Data for analysis START
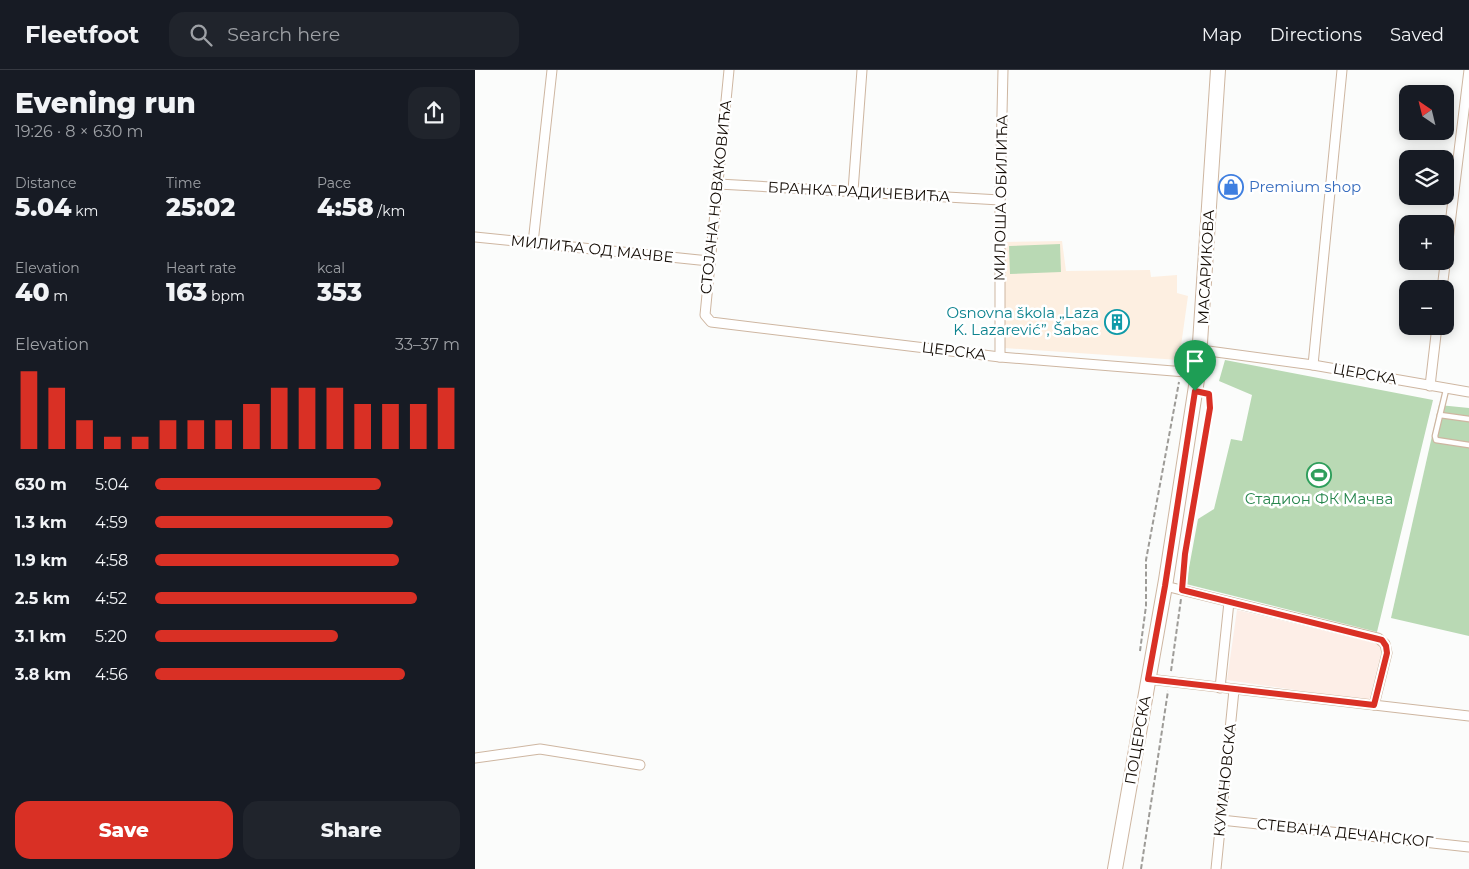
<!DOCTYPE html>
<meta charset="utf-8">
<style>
body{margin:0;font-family:Montserrat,sans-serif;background:#20242c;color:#f1f3f6;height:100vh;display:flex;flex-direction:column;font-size:19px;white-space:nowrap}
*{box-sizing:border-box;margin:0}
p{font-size:16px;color:#9ea1a6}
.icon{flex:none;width:28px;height:28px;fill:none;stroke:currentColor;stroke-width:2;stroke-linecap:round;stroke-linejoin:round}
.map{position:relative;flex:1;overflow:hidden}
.details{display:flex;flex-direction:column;background:#171b24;width:475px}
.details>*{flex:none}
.needle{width:32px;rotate:325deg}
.fabs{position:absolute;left:924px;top:15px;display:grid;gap:10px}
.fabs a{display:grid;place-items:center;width:55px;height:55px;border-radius:10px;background:#171b24;box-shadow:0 2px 12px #0003;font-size:25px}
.pin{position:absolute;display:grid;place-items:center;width:42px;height:42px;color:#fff;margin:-51px -21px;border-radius:50% 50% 50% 0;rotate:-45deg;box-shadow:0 0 5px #0007}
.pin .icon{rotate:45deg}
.round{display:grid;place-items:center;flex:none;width:52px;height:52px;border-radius:15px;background:#20242c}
.overview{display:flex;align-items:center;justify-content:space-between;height:85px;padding:0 15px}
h1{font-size:28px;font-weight:800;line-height:38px}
.figures{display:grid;grid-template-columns:repeat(3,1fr);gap:8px;height:85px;padding:5px 15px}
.figures div{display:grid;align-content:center}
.figures b{font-size:25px;font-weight:800}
.figures small{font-size:14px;font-weight:400}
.figures p{font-size:14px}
.chart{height:140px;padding:10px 15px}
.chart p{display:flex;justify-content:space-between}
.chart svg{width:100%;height:90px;margin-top:5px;stroke:#d93025;stroke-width:6}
.button{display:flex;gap:10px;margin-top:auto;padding:10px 15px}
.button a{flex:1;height:58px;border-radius:15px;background:#d93025;color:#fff;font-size:20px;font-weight:800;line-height:58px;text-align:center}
.button a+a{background:#20242c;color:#f1f3f6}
ul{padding:0 15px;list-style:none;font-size:16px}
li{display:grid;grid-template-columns:80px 60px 1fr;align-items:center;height:38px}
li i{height:12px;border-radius:6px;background:#d93025}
header{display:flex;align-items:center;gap:30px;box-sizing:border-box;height:70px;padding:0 25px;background:#171b24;border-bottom:1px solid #363941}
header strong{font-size:24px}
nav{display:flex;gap:28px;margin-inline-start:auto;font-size:18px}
.search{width:350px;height:45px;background:#20242c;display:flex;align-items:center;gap:12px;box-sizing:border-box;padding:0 18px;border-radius:15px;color:#9ea1a6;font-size:19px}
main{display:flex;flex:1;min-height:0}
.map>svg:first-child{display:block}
.commercial{fill:#fdeee7}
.education{fill:#fdefe1}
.green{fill:#b9d9b4}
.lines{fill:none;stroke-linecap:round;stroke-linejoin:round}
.lane-casing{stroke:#ceb6a1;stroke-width:7}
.street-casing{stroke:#ceb6a1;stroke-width:11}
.secondary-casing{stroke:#ceb6a1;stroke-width:16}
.path{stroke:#9d9b97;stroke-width:2;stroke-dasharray:5 2.5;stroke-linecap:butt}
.lane{stroke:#fff;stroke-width:4.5}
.street{stroke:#fff;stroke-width:9}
.secondary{stroke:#fff;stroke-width:14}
.route-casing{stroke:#fff;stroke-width:10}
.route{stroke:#d93025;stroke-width:6}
.labels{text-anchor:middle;stroke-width:5;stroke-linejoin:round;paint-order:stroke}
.shop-label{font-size:15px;fill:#366cbe;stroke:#fff;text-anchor:start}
.street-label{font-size:15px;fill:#140c05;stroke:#fff}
.culture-label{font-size:15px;fill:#0d838f;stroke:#fff;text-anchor:end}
.leisure-label{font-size:15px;fill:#27864d;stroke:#fff}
</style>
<header>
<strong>Fleetfoot</strong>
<div class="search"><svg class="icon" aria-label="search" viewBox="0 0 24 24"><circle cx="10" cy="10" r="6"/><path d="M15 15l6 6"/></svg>Search here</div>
<nav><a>Map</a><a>Directions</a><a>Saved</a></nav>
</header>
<main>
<section class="details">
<div class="overview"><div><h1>Evening run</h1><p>19:26 · 8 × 630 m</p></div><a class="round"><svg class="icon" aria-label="share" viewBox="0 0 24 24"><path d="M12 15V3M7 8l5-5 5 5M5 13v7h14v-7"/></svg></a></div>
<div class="figures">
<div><p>Distance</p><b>5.04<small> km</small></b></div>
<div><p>Time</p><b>25:02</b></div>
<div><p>Pace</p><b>4:58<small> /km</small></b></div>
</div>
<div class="figures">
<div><p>Elevation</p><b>40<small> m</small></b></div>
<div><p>Heart rate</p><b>163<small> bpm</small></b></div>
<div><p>kcal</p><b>353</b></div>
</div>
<div class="chart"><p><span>Elevation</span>33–37 m</p>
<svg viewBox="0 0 160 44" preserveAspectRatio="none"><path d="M5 44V6M15 44V14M25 44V30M35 44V38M45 44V38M55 44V30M65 44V30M75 44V30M85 44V22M95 44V14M105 44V14M115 44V14M125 44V22M135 44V22M145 44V22M155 44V14"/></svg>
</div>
<ul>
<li><b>630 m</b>5:04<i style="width:74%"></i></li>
<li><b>1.3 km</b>4:59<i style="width:78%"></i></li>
<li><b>1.9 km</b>4:58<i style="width:80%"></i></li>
<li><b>2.5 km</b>4:52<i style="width:86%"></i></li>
<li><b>3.1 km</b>5:20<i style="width:60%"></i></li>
<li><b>3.8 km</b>4:56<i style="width:82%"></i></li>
</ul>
<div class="button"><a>Save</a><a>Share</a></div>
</section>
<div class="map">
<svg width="994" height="799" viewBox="0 0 994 799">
<rect width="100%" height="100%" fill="#fbfcfb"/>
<!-- commercial -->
<path class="commercial" d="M762 540 902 573 907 580 894 631 752 610Z"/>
<!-- education -->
<path class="education" d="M587 171 591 201 675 200 676 207 702 205V223L713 226 704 290 529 278 528 172Z"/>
<!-- green -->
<g class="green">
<path d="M585 174 586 202 535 204 534 176Z"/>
<path d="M750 290 958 330 902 562 711 514 723 449 739 439 756 369 767 371 777 325 744 311Z"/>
<path d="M964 335 994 338V566L916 548Z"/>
</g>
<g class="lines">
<defs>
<g id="lane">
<path d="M971 320 960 366 961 370 994 375"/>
<path d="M965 345 994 349"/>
</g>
<g id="street">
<path d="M254 0 230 245 236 252 525 287 723 303"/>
<path d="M243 114 525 130"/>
<path d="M378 121 387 0"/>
<path d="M0 167 234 191"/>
<path d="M58 173 77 0"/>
<path d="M967 219 994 0"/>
<path d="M726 280 838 295 994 322"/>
<path d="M525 287V130L528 0"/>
<path d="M838 295 867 0"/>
<path d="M955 316 962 256"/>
<path d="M690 516 903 568 910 574 912 583 899 635"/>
<path d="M673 609 994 646"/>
<path d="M745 618 754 532"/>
<path d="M0 688 65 679 165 695"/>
<path d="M746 750 994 777"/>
<path d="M741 799 759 620"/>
</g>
<path id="secondary" d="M640 799 691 510 723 303 743 0"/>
</defs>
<!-- lane casing -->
<use href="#lane" class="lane-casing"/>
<!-- street casing -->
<use href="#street" class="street-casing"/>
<!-- secondary casing -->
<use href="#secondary" class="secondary-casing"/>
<!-- path -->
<g class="path">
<path d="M708 510 735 338 736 327 732 323"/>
<path d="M665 581 671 536V490L704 312"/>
<path d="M696 601 706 529"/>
<path d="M666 799 693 621"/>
</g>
<!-- lane -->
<use href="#lane" class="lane"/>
<!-- street -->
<use href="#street" class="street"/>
<!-- secondary -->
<use href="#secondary" class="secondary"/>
</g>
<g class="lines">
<defs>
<path id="route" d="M720 321 734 324 735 338 710 484 707 520 907 570 911 576 912 583 899 635 673 609 690 516Z"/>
</defs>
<!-- route casing -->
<use href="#route" class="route-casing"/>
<!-- route -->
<use href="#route" class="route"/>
</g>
<!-- icons -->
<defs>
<symbol id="shop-ring" viewBox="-11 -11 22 22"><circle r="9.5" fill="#fff" stroke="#3f7fe0" stroke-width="1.5"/><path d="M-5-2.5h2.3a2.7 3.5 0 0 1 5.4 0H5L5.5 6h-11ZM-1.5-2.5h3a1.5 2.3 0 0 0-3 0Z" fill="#3f7fe0"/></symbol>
<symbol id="building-ring" viewBox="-11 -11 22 22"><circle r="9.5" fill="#fff" stroke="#0f9aa8" stroke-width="1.5"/><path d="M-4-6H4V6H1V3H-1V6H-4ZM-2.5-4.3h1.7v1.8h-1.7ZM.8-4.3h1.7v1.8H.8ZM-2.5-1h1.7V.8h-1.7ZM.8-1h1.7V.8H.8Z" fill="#0f9aa8"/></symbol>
<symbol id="stadium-ring" viewBox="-11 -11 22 22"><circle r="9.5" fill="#fff" stroke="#2e9e5b" stroke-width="1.5"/><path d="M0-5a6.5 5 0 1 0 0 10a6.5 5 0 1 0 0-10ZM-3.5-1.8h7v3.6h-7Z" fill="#2e9e5b"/></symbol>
</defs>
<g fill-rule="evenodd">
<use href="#shop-ring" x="742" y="103" width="28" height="28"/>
<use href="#building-ring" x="628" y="238" width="28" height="28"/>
<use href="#stadium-ring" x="830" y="391" width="28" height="28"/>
</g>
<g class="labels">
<!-- shop labels -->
<g class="shop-label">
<text x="774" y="122">Premium shop</text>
</g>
<!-- street labels -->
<g class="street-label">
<text transform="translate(384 122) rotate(3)" y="5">БРАНКА РАДИЧЕВИЋА</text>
<text transform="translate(241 127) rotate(-84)" y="5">СТОЈАНА НОВАКОВИЋА</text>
<text transform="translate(526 128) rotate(-89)" y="5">МИЛОША ОБИЛИЋА</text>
<text transform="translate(117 179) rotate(6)" y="5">МИЛИЋА ОД МАЧВЕ</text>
<text transform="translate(731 197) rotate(-87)" y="5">МАСАРИКОВА</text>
<text transform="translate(479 281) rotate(7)" y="5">ЦЕРСКА</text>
<text transform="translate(890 304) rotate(10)" y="5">ЦЕРСКА</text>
<text transform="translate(663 670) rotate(-80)" y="5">ПОЦЕРСКА</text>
<text transform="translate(750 710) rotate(-84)" y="5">КУМАНОВСКА</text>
<text transform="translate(870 763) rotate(6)" y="5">СТЕВАНА ДЕЧАНСКОГ</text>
</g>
<!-- culture labels -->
<g class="culture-label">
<text x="624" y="248">Osnovna škola „Laza<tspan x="624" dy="17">K. Lazarević”, Šabac</tspan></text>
</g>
<!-- leisure labels -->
<g class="leisure-label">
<text x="844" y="434">Стадион ФК Мачва</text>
</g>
</g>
</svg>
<div class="fabs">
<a><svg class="needle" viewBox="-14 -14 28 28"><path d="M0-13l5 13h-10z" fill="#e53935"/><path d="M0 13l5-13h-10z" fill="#9ea1a6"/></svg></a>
<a><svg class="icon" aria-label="layers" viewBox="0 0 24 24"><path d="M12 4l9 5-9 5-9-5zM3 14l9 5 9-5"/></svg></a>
<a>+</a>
<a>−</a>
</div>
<div class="pin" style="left:720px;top:321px;background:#1e9e55"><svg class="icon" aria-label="arrive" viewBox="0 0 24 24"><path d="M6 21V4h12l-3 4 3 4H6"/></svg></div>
</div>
</main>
Data for analysis END
Which lines above include "shadow"? Show each of them by copying it.

Task solution.
.fabs a{display:grid;place-items:center;width:55px;height:55px;border-radius:10px;background:#171b24;box-shadow:0 2px 12px #0003;font-size:25px}
.pin{position:absolute;display:grid;place-items:center;width:42px;height:42px;color:#fff;margin:-51px -21px;border-radius:50% 50% 50% 0;rotate:-45deg;box-shadow:0 0 5px #0007}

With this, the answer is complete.